Stored data entries
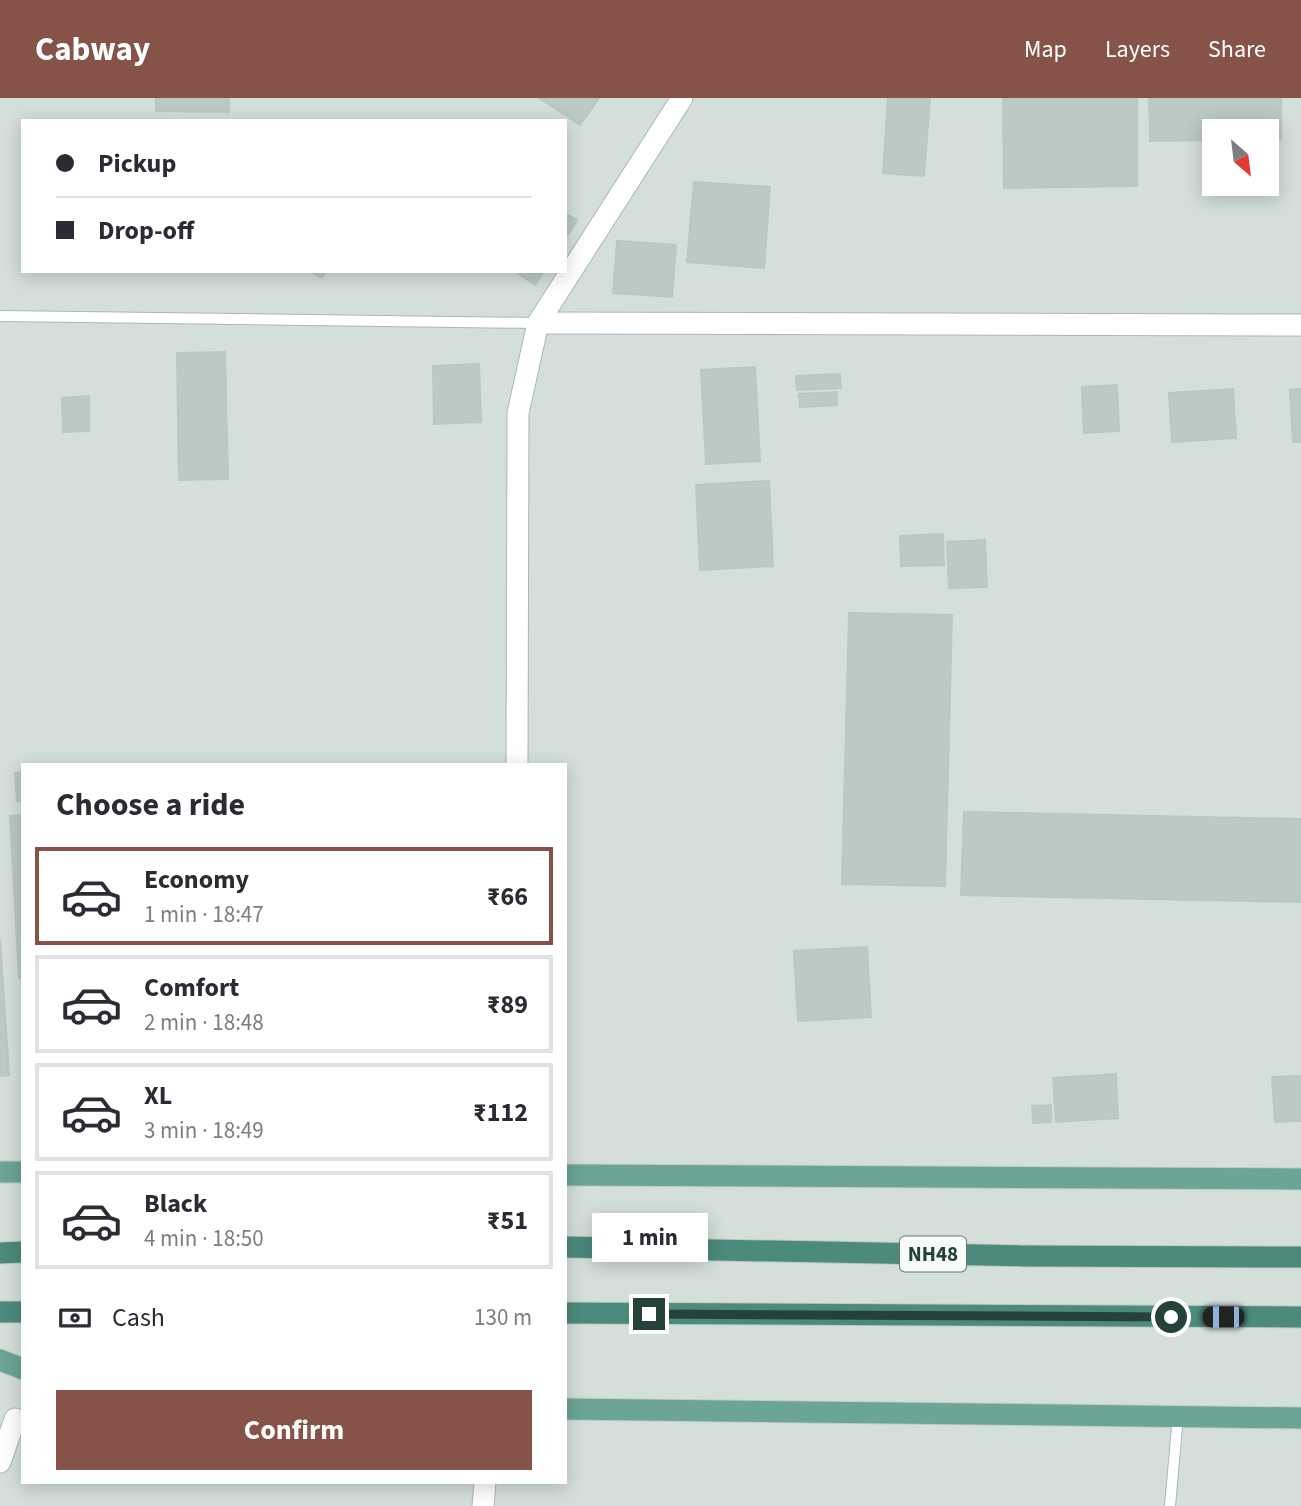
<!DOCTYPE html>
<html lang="en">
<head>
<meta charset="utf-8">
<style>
  body { margin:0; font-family:"Source Sans 3",sans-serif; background:#f7f7f7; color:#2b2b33; height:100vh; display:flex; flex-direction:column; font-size:26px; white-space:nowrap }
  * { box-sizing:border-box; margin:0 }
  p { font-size:23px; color:#7c7c81 }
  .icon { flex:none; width:38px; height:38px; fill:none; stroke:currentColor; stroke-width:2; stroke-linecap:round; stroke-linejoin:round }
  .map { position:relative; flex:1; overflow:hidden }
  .panel { position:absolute; left:21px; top:665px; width:546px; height:721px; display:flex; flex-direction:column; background:#fff; border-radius:0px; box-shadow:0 4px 18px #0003 }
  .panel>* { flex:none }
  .guide { position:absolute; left:21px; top:21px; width:546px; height:154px; border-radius:0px; box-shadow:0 4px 18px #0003; display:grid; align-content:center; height:154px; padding:0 35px; background:#fff }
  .needle { width:46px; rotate:152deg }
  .buttons { position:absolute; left:1202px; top:21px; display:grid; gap:14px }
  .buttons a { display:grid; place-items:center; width:77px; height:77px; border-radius:0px; background:#fff; box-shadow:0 4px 18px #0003; font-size:35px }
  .end { position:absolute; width:32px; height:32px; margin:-16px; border:9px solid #24423a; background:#fff; box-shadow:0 0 0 4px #fff }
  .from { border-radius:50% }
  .bubble { position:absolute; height:49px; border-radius:0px; background:#fff; box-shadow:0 4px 18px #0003; font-size:23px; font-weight:700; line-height:49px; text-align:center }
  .car { position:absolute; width:21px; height:42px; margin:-21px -10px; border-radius:9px; box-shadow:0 0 5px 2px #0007; background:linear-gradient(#222 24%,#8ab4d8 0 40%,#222 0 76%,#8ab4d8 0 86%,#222 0) }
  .guide b { display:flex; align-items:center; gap:24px; height:66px; font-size:26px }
  .guide b+b { border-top:2px solid #e1e1e2 }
  .guide i { width:18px; height:18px; background:#2b2b33 }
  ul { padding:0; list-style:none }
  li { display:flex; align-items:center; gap:21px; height:98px; margin:0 14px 10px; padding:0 21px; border:4px solid #e1e1e2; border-radius:0px }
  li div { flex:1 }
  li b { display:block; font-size:26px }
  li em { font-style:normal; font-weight:700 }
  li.current { border-color:#855347 }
  li>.icon { width:63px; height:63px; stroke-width:1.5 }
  h2 { padding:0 35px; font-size:32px; line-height:84px }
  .pay { display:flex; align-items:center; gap:18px; height:77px; padding:0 35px; font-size:26px }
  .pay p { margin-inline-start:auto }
  .action { display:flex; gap:14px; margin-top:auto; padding:14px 35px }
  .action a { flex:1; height:80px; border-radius:0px; background:#855347; color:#fff; font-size:28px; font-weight:700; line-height:80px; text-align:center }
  header { display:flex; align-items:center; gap:42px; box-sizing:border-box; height:98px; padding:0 35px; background:#855347; color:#fff }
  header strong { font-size:33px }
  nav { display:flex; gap:38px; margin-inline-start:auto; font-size:24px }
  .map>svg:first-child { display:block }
  .built { fill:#d4dfda; fill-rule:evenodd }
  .building { fill:#bbcac4; stroke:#b8c9c2; stroke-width:2 }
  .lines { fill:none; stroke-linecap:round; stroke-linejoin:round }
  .service-casing { stroke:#a8b8b2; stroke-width:12 }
  .minor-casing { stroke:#a8b8b2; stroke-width:23 }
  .primary-casing { stroke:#c2cac8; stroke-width:23 }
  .trunk-casing { stroke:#c2cac8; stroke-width:23 }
  .service { stroke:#fff; stroke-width:10 }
  .minor { stroke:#fff; stroke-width:21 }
  .primary { stroke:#6aa596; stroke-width:21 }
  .trunk { stroke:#4c8a7c; stroke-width:21 }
  .route { stroke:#24423a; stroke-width:9 }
  .labels { text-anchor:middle; stroke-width:5; stroke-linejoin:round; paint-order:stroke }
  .shield { fill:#f7fbf9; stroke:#637a73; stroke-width:2 }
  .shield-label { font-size:21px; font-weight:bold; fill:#24423a }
</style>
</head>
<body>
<header>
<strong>Cabway</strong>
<nav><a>Map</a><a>Layers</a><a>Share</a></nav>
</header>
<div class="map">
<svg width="1301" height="1408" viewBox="0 0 1301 1408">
  <rect width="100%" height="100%" fill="#e6efeb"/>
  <path class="built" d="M0,0H1301V1408H0ZM23,23H565V173H23ZM1214,33H1267V86H1214ZM23,667H565V1384H23Z"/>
  <g class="building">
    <path d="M156,0H229V14L156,13Z"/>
    <path d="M539,0H599L580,27Z"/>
    <path d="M888,0H930L924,78L883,75Z"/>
    <path d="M1003,0H1137V88L1004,90Z"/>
    <path d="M1149,0H1281V41H1267V33H1214V42L1150,43Z"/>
    <path d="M694,84L770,89L764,170L687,164Z"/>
    <path d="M565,115L577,122L565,141Z"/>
    <path d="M617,143L676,147L672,199L613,195Z"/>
    <path d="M310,173H326L322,180Z"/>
    <path d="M515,173H544L535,187Z"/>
    <path d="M225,254L228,381L179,382L177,255Z"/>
    <path d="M479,266L481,324L434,326L433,268Z"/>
    <path d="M755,269L760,363L706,366L701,272Z"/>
    <path d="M840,276L841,290L797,292L796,278Z"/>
    <path d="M1117,287L1119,333L1084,335L1082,289Z"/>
    <path d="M1233,291L1236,340L1172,344L1169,295Z"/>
    <path d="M1301,291V344H1293L1290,292Z"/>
    <path d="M837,294V307L800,309L799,296Z"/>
    <path d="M89,298V333L63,334L62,300Z"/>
    <path d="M769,383L773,468L700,472L696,387Z"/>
    <path d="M943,436L944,467L901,468L900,438Z"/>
    <path d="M985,442L987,489L949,490L947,444Z"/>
    <path d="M849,515L952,517L945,788L842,786Z"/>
    <path d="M23,674V703H17L15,675Z"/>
    <path d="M964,714L1301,721V804L961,797Z"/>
    <path d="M23,717V880H19L10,718Z"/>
    <path d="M0,841L9,977L0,978Z"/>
    <path d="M867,849L871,919L798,923L794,853Z"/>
    <path d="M1116,976L1118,1020L1056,1024L1053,980Z"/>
    <path d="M1301,978V1023L1275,1024L1272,979Z"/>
    <path d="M1051,1007V1024L1033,1025L1032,1008Z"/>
  </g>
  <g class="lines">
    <defs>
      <g id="service">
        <path d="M0,218L538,225"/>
        <path d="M1170,1408L1178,1318"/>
      </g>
      <g id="minor">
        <path d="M538,225L1301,227"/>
        <path d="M517,667L518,315L538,225L682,0"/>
        <path d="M0,1364L15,1321"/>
        <path d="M483,1408L485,1384"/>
      </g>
      <g id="primary">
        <path d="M0,1074H23"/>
        <path d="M565,1077L1301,1081"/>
        <path d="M0,1262L23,1271"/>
        <path d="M565,1311L1301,1320"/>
      </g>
      <g id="trunk">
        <path d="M565,1149L1025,1158L1301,1159"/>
        <path d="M0,1155L23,1154"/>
        <path d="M0,1214H23"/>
        <path d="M565,1215L1301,1219"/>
      </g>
    </defs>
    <use href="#service" class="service-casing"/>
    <use href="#minor" class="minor-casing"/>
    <use href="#primary" class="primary-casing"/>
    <use href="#trunk" class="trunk-casing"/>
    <use href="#service" class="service"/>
    <use href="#minor" class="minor"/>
    <use href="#primary" class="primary"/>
    <use href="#trunk" class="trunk"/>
  </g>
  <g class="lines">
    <path class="route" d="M649,1216L1171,1219"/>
  </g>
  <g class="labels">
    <rect class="shield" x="900" y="1138.5" width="66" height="35" rx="5"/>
    <g class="shield-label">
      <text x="933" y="1163">NH48</text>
    </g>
  </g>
</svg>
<div class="buttons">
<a><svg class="needle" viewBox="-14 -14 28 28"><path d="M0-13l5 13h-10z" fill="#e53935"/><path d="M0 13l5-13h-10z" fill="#7c7c81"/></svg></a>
</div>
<i class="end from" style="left:1171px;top:1219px"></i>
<i class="end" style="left:649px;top:1216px"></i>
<div class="bubble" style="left:592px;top:1115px;width:116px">1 min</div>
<i class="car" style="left:1223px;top:1219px;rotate:270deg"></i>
<div class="guide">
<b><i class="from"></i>Pickup</b>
<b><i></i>Drop-off</b>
</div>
<section class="panel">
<h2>Choose a ride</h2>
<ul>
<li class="current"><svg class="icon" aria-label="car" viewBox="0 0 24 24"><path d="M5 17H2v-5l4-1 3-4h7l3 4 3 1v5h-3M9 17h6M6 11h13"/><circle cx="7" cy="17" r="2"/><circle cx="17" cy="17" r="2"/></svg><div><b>Economy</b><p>1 min · 18:47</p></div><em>₹66</em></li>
<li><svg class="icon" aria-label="car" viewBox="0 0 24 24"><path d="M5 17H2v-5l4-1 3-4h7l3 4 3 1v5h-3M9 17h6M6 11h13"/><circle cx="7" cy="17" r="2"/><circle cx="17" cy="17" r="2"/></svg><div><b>Comfort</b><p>2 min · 18:48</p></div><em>₹89</em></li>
<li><svg class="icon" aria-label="car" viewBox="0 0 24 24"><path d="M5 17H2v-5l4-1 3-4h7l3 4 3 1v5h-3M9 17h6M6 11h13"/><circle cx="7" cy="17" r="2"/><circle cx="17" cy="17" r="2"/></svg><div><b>XL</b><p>3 min · 18:49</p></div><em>₹112</em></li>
<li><svg class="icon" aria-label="car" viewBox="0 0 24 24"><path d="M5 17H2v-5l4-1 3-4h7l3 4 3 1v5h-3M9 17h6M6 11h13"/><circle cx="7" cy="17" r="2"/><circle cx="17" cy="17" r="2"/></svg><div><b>Black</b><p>4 min · 18:50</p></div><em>₹51</em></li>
</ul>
<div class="pay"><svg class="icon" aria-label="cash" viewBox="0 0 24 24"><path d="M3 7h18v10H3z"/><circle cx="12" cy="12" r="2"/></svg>Cash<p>130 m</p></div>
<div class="action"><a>Confirm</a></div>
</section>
</div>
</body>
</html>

■ WORK INSTRUCTIONS
Show each line of the records above containing "linecap".

■ SOLUTION FOR THIS PROBLEM
  .icon { flex:none; width:38px; height:38px; fill:none; stroke:currentColor; stroke-width:2; stroke-linecap:round; stroke-linejoin:round }
  .lines { fill:none; stroke-linecap:round; stroke-linejoin:round }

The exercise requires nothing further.